Every week in a new installment of “Leading Questions”, the young, lantern jawed Publisher of Comics Bulletin Mark Stack will ask Co-Managing Editor Chase Magnett a question he must answer. Except for these next few weeks. The tables have turned onto the other foot as Chase unwinds from his recent wedding, and it falls to him to question and Mark to answer. Chase doesn’t plan on taking it easy on Mark. In fact, he might just ask him about things he knows nothing about just to watch him squirm.
What is best in (comics) life?
Just the other day, I posted a Bill Sienkiewicz Moon Knight page on Twitter to point out just how cool I thought it was. It’s a 9-panel, polyptych which means that a single image/tableau is divided up by each of those 9 panels. The page shows geography, depth, and movement as Moon Knight starts at the top left position on the page and circles around the page clockwise, ascending a series of platforms to evade a villain’s gunfire. A few people liked and retweeted my very obvious appraisal of this awesome page, but then the best thing in comics life happened: someone looked at it and had a different take on it.
I fucking love a good polyptych comics page. Geography, movement, depth… You get it all on this page: pic.twitter.com/Zdjust4Jcw
— Mark! A Vagrant (@MarkOStack) April 24, 2017
Artist PJ Holden (Dredd, Tanks) thought the page would work better without gutters dividing the page into a 9-panel grid. No stranger to reading comics, he argued that the grid was liable to create confusion because readers are likely to first try reading the panels in 1-2-3-4 order instead of following the clockwise motion. He colored in the gutters to create a facsimile of it as a splashpage:
— PJ Holden (@pauljholden) April 24, 2017
Looking at it, I agreed with him! Without the gutters, I found it easier to focus on the figures and how the cape’s shape dictated the movement of the eye across the page. It reads to me as much faster than the print version of the page because I am no longer being encouraged to pause on each panel as a snapshot moment. It just reads straight through without the gutters. But, here’s the beautiful thing about comics, being a smoother/faster read doesn’t make this version of the page superior. It makes it better at doing something else.

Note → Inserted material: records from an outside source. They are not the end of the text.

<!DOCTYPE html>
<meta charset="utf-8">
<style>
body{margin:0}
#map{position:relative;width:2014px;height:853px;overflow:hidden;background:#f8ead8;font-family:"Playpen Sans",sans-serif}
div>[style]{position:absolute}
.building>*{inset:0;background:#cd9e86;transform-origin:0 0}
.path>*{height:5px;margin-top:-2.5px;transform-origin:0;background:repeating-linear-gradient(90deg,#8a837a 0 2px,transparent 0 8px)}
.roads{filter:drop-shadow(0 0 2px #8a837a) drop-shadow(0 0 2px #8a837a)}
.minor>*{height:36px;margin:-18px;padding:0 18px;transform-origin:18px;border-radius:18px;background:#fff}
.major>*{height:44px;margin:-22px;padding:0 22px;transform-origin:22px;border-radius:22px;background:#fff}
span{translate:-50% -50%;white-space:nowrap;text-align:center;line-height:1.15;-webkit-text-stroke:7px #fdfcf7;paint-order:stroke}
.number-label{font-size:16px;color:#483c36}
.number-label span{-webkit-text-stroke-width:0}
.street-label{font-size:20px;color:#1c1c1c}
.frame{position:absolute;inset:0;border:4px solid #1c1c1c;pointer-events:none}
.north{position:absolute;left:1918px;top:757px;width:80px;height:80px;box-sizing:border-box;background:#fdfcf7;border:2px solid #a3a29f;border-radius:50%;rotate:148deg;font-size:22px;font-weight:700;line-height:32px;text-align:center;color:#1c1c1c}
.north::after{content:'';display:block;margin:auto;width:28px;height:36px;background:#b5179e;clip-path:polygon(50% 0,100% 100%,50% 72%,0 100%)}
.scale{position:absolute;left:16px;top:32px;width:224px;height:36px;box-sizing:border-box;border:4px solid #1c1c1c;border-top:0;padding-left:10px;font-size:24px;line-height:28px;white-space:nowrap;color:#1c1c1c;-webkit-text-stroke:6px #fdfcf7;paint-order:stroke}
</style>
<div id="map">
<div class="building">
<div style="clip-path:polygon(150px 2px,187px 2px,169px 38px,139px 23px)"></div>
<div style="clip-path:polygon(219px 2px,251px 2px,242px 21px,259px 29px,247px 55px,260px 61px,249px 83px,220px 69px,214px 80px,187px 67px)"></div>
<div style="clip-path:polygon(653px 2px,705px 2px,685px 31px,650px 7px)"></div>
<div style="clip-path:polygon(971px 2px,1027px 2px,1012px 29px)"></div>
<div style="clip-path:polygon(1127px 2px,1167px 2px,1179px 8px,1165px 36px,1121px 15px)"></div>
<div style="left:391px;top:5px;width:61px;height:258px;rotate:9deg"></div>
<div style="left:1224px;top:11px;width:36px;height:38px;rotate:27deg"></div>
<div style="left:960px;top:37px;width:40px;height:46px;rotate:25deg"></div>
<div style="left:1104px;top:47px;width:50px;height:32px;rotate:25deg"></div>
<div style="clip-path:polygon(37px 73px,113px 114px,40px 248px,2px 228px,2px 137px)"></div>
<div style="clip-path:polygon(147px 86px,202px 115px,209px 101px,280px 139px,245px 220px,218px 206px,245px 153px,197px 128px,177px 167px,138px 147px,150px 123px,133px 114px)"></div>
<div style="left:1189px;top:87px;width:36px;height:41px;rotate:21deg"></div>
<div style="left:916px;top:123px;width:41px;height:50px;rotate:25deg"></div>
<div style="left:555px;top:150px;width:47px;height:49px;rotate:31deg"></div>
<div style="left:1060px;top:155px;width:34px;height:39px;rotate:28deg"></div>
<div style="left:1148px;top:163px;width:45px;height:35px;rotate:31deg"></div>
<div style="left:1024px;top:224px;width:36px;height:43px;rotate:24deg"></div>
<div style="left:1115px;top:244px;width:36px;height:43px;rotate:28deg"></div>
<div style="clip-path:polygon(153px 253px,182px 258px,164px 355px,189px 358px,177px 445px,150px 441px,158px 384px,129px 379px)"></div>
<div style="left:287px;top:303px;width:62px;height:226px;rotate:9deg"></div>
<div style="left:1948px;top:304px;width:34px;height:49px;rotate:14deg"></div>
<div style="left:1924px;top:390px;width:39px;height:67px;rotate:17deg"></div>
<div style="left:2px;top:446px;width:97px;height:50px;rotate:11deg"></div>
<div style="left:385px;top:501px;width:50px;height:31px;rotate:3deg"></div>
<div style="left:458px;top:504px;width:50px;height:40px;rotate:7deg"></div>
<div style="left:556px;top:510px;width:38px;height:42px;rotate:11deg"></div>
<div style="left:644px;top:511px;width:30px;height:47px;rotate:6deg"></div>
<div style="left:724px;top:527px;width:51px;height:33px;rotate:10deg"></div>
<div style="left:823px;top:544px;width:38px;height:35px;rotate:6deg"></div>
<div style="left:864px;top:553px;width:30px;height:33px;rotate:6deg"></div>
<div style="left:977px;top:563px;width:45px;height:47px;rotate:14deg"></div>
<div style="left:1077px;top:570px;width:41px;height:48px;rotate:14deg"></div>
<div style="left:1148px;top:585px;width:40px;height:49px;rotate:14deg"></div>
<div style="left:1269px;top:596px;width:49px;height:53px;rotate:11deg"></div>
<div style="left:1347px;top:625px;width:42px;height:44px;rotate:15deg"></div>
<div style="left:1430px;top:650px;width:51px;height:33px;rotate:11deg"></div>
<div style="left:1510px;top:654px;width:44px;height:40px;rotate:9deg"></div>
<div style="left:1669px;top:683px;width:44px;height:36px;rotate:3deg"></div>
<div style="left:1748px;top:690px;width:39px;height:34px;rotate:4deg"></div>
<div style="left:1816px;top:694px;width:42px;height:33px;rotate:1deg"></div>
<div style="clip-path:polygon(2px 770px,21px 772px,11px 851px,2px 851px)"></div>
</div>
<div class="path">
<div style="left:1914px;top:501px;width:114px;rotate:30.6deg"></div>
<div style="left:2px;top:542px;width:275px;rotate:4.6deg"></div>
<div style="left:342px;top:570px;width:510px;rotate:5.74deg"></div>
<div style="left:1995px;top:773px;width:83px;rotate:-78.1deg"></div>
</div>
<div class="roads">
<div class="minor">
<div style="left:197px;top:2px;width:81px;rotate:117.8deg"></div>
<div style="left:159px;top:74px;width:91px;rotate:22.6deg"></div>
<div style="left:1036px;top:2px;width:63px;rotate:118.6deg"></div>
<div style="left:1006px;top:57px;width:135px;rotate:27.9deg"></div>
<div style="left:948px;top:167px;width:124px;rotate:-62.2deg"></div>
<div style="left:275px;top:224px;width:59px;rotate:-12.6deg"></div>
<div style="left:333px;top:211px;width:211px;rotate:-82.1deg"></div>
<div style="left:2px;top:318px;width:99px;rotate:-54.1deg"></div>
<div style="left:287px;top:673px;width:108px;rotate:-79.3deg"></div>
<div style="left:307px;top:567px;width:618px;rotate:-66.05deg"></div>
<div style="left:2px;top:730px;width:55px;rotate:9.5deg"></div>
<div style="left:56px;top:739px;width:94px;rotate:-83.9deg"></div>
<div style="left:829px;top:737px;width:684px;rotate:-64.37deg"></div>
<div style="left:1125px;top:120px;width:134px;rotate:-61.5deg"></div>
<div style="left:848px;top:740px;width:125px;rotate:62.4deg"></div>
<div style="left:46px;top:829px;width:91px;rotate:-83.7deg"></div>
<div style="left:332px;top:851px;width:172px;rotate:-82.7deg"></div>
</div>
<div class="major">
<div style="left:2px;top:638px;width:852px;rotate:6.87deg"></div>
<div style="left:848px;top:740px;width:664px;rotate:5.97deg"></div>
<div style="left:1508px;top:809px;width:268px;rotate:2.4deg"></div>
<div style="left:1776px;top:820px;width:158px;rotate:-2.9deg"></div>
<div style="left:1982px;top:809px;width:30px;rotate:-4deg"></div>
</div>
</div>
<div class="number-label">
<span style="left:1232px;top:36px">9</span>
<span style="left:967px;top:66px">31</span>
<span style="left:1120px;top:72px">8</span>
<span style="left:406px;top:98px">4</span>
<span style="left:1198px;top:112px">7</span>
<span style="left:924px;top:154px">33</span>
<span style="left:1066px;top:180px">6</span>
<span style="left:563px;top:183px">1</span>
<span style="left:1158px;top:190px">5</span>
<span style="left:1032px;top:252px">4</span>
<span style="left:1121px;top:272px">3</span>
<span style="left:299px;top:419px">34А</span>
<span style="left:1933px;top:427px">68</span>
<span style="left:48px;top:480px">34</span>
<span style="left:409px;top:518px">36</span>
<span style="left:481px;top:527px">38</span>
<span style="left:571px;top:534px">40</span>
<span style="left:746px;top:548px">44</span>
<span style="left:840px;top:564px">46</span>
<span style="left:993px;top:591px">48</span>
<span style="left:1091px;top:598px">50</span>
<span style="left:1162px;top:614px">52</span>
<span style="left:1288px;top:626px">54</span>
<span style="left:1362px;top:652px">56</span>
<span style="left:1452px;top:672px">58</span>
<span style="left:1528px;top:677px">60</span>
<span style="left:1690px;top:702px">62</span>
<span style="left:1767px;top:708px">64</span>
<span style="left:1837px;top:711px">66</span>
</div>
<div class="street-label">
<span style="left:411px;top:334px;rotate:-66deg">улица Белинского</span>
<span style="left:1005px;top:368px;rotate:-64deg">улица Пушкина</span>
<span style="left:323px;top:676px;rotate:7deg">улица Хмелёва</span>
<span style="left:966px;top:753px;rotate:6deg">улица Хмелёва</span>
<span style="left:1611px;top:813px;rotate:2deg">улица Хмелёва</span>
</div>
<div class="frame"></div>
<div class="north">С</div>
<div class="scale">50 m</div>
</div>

The original page still works and arguably provides a greater emphasis on individual moments for the reader to pause at and track the character’s each new movement. That could have been something Sienkiewicz wanted readers to do; it’s a lovely page, I’d be bummed if I spent a lot of time working on it and readers blew threw it in a couple seconds without noticing much of the work. That’s one of those great things about comics (and art in general): there’s a degree to which you approach a work as something created with specific intent at every level on every step of production and interrogate each element as a choice. Bill Sienkiewicz didn’t accidentally draw the page in a way that reads slower than it would without gutters, he chose to do it that way and we can try to understand what his intent was in doing so. At least until we tweet him to ask about the page.
Personally, I like a middle ground for this page. I’d ditch the gutters with the exception of the center panel around the villain firing at Moon Knight. You still get the supreme speed and movement for Moon Knight but you also create a distance between him and the villain by placing him in a single panel that implies/emphasizes a difference in speed/movement between the two subjects. Even more than that, you literally have the visual of Moon Knight on the outskirts of the page literally surrounding the villain in his little panel as he runs out of ammunition. That makes Moon Knight an even more dominant presence on the page. Again, that’s not the right way to do the page, but it’s another way to create it for the purpose I would want it to serve.
That’s what I think is best in comics life: talking about comics with people.You can do this from any angle as a fan, a critic, and a creator. None of these roles are mutually exclusive, and I’d argue that the only real line between fans and critics are use of and access to platforms. Any fan who notes how cool something in a Sienkiewicz page is has become a critic. If that person draws a three-page strip in stick figures then they’ve become a creator. There are some barriers but they’re relatively easy ones to leap over when compared to creating other media. Everyone potentially has something to contribute to the conversation through their insights and/or their own creations.
It can be rare to find. The internet is unfortunately full of people who will search for their name and sometimes harass people if they have anything negative to say about their work. That’s a concern that certainly limits how and what some people talk about publicly. But every now and then you can find yourself in a conversation where no one is worried about that, the magical exchange of ideas happens, and you get excited about the possibilities that these people have opened up to you.